Ese clima de violencia velada de la película, es más evidente cuando aparecen en el relato las fuerzas del orden. Los primeros minutos del metraje arrancan con la confesión de Cibrán en la delegación policial, luego de haber sido machacado a golpes durante su interrogatorio. Es su relato de los hechos el que conducirá la cinta y nos hará conocer las razones de su encierro: el asesinato del señor de Andrada –el hacendado-, y la muerte de Bocas por Milhombres, a quien los guardias acabarán a tiros mientras huía. La cara maltratada de Cibrán y su miedo, resumen la cercanía con la violencia, la miseria y sus consecuencias.

Pero si bien la violencia no es exclusiva de los uniformados, pues el final de la juerga acrecienta los conflictos entre Bocas y Milhombres, y provoca dos asesinatos y una violación, si es de señalar el mecanismo que se utiliza: frente a la crudeza explícita de los actos del trío, los de las fuerzas del orden son sólo visibles por sus efectos. Así tenemos que los guardias que interrogan a Cibrán no aparecen en el encuadre y sólo se registra el primer plano del detenido respondiendo a unas voces fuera del campo. Los últimos planos mostrarán el cuerpo inerte de Cibrán sobre una especie de mesa y de nuevo, lejanas, las voces, encubriendo las circunstancias del deceso.

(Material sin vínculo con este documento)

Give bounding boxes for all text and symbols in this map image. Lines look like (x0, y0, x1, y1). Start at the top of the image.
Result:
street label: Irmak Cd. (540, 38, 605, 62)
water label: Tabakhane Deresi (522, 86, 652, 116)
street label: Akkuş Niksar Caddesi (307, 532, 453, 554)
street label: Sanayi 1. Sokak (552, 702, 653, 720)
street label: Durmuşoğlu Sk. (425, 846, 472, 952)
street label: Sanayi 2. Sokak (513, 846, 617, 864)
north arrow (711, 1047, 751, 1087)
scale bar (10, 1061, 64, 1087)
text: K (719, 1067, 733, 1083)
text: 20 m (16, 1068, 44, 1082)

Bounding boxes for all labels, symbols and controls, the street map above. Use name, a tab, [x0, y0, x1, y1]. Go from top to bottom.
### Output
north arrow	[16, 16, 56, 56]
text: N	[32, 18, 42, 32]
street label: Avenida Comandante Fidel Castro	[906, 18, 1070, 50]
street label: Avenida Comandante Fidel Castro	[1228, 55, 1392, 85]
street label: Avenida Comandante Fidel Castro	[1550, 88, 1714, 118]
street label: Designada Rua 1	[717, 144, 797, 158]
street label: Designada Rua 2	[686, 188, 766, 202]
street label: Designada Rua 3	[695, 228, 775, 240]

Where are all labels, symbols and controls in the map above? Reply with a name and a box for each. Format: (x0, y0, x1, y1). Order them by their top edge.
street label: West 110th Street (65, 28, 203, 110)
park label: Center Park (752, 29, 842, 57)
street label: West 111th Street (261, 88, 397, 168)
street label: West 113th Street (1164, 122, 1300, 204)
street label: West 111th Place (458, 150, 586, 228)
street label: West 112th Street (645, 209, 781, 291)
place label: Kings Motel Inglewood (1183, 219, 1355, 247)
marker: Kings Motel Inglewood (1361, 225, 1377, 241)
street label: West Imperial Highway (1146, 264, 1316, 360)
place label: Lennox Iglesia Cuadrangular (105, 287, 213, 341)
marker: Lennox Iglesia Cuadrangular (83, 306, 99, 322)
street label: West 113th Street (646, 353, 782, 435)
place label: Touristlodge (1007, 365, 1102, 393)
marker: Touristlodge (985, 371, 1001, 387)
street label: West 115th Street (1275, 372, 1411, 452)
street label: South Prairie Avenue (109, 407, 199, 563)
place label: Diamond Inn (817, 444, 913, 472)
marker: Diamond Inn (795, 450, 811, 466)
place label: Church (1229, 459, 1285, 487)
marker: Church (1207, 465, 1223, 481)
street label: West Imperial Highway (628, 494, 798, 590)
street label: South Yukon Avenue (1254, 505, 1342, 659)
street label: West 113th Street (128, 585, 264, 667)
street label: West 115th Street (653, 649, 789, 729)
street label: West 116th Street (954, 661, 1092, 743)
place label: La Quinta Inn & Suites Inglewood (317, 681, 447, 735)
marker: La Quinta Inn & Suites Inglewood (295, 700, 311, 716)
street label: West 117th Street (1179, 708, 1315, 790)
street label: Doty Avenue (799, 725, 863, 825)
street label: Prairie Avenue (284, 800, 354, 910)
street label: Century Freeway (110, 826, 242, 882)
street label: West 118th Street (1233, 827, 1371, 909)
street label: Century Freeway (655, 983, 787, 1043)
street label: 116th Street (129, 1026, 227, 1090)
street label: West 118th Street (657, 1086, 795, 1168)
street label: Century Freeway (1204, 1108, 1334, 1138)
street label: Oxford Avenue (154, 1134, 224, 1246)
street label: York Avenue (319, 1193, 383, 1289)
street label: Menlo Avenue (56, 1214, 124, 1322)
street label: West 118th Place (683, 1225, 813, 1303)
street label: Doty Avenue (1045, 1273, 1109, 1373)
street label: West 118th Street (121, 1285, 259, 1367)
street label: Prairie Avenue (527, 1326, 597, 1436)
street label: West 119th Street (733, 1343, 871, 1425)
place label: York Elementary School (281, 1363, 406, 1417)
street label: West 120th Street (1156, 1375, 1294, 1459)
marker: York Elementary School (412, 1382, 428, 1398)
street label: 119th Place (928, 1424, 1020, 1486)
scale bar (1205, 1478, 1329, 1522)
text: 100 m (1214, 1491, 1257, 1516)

Parranda es la historia de tres desgraciados que aparentemente no tienen nada en común, salvo el gusto por la juerga y la curda. Desde el comienzo sabemos que los tres fueron obreros de minas. Los hechos narrados los encuentra en la desocupación. Bocas y Milhombres, tienen una relación ambigua, en donde la atracción que siente el segundo por el primero, debe soportar la humillación y el desprecio. Cibrán es el mediador, al que Bocas le pide que se quede, que no lo deje solo con Milhombres. La Parranda aparece como el último momento para realizar sus expectativas o para seguir una senda sin retorno, en donde sólo la muerte podría redimirlos. (Bocas manifestará no temer a las consecuencias de sus excesos). Si la película de Suarez propone la idea de cierta evasión, y algo de ello tiene, también es un viaje a lo más profundo de sus protagonistas y a la vez una exploración sobre la desesperación humana.